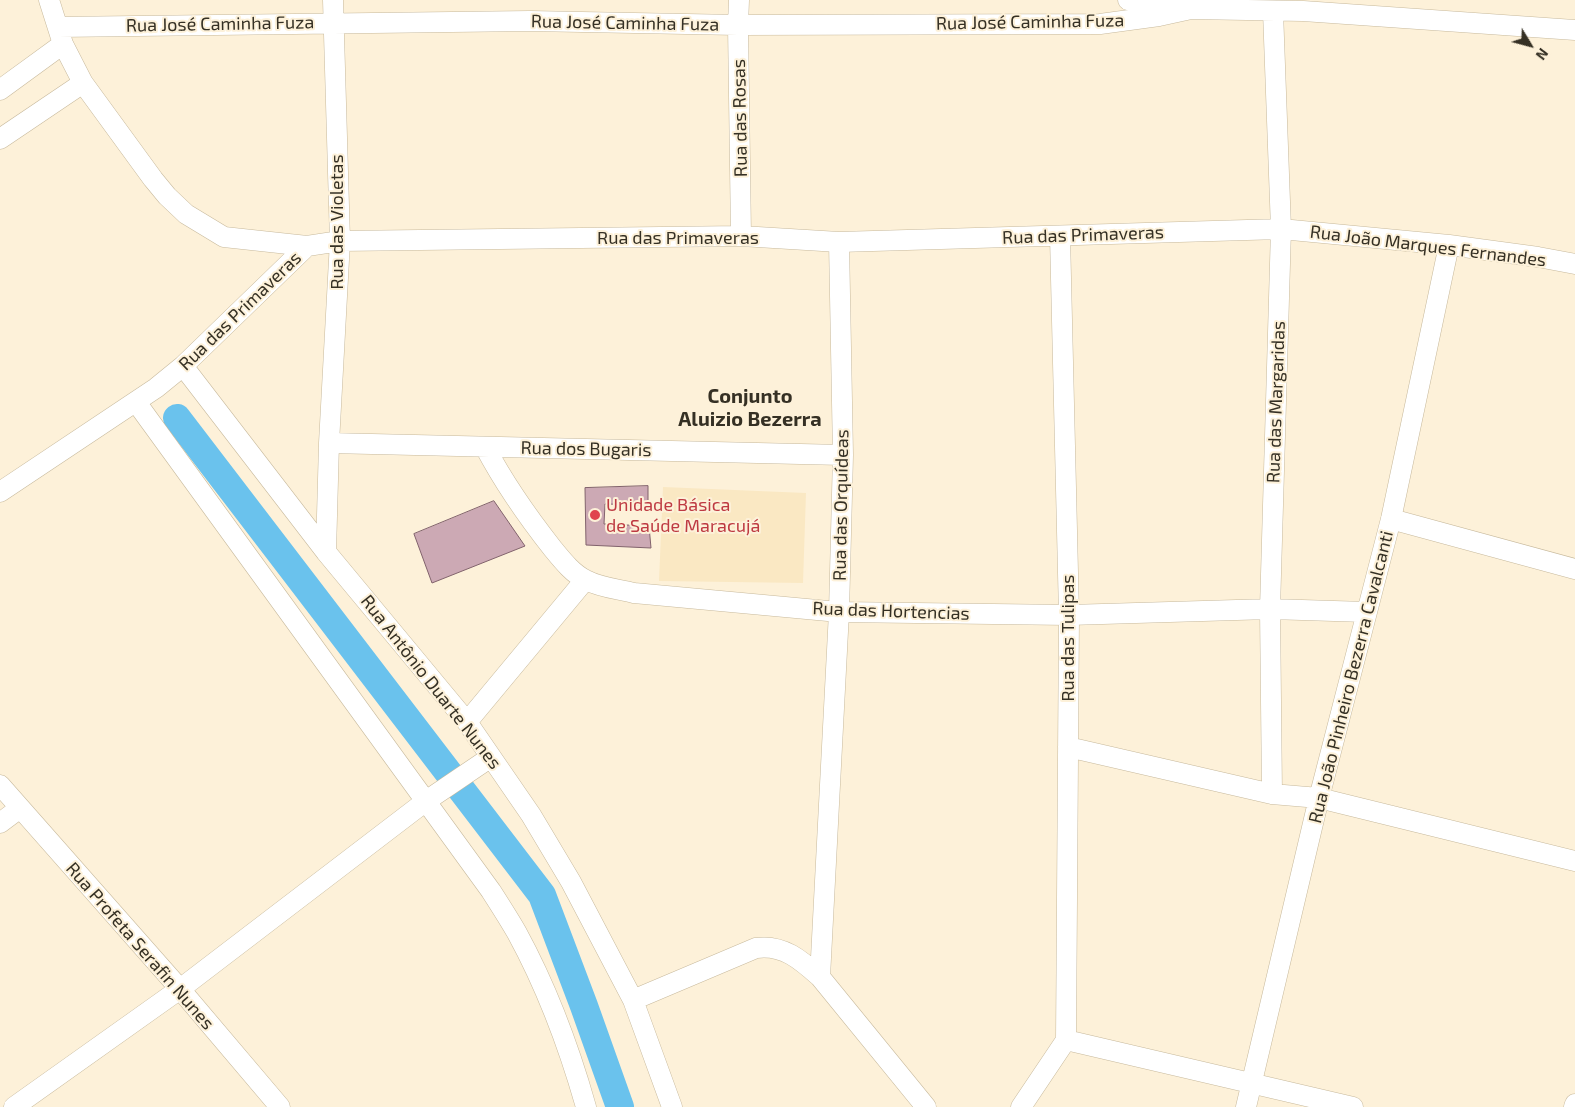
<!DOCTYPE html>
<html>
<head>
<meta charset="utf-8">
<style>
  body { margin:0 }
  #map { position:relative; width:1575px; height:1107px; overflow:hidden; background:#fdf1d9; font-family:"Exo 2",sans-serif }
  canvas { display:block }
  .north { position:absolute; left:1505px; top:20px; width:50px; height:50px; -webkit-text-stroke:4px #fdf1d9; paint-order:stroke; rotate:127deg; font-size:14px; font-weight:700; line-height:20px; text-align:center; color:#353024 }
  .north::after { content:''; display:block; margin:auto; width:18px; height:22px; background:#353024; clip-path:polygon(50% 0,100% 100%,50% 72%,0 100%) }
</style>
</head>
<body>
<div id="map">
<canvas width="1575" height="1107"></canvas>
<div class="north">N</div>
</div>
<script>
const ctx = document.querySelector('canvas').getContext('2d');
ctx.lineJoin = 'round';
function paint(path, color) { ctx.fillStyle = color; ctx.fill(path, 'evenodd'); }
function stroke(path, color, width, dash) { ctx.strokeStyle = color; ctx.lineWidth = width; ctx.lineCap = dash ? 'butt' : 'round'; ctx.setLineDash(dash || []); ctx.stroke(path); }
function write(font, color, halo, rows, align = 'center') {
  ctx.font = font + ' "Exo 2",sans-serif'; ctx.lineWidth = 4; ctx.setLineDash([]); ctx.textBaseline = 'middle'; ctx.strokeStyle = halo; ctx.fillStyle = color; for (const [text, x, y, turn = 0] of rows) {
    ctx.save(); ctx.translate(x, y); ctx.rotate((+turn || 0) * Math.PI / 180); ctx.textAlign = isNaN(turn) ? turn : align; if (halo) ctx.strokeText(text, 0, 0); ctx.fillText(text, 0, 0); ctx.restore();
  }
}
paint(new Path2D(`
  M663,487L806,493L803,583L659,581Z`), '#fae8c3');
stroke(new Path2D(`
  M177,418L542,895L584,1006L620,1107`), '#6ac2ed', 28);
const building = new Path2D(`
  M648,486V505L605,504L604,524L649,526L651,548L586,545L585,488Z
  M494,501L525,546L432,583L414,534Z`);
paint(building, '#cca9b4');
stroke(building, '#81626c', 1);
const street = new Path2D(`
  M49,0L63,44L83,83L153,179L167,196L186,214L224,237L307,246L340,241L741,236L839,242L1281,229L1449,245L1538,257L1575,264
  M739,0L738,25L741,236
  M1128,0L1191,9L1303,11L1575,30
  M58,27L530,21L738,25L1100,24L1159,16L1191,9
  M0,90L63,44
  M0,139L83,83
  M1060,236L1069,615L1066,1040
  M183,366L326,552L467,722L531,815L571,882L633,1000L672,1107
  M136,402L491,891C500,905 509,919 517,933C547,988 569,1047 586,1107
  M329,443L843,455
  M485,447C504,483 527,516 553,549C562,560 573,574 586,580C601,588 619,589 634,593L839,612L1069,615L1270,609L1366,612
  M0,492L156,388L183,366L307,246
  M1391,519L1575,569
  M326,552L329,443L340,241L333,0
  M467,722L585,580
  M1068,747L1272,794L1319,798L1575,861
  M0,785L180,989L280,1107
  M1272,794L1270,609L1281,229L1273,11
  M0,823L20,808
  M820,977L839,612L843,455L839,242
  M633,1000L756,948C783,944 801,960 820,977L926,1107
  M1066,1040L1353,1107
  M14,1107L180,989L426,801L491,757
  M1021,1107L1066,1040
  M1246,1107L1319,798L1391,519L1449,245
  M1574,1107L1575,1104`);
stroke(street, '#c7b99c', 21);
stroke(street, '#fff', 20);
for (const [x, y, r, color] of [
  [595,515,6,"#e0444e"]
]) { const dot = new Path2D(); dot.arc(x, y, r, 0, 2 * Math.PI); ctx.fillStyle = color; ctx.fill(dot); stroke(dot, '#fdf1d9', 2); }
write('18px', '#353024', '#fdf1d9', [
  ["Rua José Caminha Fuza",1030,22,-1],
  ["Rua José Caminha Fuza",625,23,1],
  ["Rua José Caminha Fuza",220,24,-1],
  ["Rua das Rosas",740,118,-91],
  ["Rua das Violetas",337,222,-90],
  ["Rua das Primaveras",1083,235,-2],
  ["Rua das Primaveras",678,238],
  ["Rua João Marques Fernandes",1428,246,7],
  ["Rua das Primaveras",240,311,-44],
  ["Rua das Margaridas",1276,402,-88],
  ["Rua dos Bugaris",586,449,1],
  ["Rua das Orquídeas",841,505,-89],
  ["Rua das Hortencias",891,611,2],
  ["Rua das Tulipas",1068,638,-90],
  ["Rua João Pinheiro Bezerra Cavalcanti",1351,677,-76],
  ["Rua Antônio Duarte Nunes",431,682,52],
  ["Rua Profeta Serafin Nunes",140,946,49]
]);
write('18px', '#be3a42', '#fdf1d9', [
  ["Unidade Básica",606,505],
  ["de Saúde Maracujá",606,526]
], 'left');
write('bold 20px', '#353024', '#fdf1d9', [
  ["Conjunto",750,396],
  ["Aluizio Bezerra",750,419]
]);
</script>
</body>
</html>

+++

What you need to do
Nothing but the lines from the one holding "M1246,1107L1319,798L1391,519L1449,245" to the end of the entries should be output, each exactly as it appears.

Answer to the exercise
  M1246,1107L1319,798L1391,519L1449,245
  M1574,1107L1575,1104`);
stroke(street, '#c7b99c', 21);
stroke(street, '#fff', 20);
for (const [x, y, r, color] of [
  [595,515,6,"#e0444e"]
]) { const dot = new Path2D(); dot.arc(x, y, r, 0, 2 * Math.PI); ctx.fillStyle = color; ctx.fill(dot); stroke(dot, '#fdf1d9', 2); }
write('18px', '#353024', '#fdf1d9', [
  ["Rua José Caminha Fuza",1030,22,-1],
  ["Rua José Caminha Fuza",625,23,1],
  ["Rua José Caminha Fuza",220,24,-1],
  ["Rua das Rosas",740,118,-91],
  ["Rua das Violetas",337,222,-90],
  ["Rua das Primaveras",1083,235,-2],
  ["Rua das Primaveras",678,238],
  ["Rua João Marques Fernandes",1428,246,7],
  ["Rua das Primaveras",240,311,-44],
  ["Rua das Margaridas",1276,402,-88],
  ["Rua dos Bugaris",586,449,1],
  ["Rua das Orquídeas",841,505,-89],
  ["Rua das Hortencias",891,611,2],
  ["Rua das Tulipas",1068,638,-90],
  ["Rua João Pinheiro Bezerra Cavalcanti",1351,677,-76],
  ["Rua Antônio Duarte Nunes",431,682,52],
  ["Rua Profeta Serafin Nunes",140,946,49]
]);
write('18px', '#be3a42', '#fdf1d9', [
  ["Unidade Básica",606,505],
  ["de Saúde Maracujá",606,526]
], 'left');
write('bold 20px', '#353024', '#fdf1d9', [
  ["Conjunto",750,396],
  ["Aluizio Bezerra",750,419]
]);
</script>
</body>
</html>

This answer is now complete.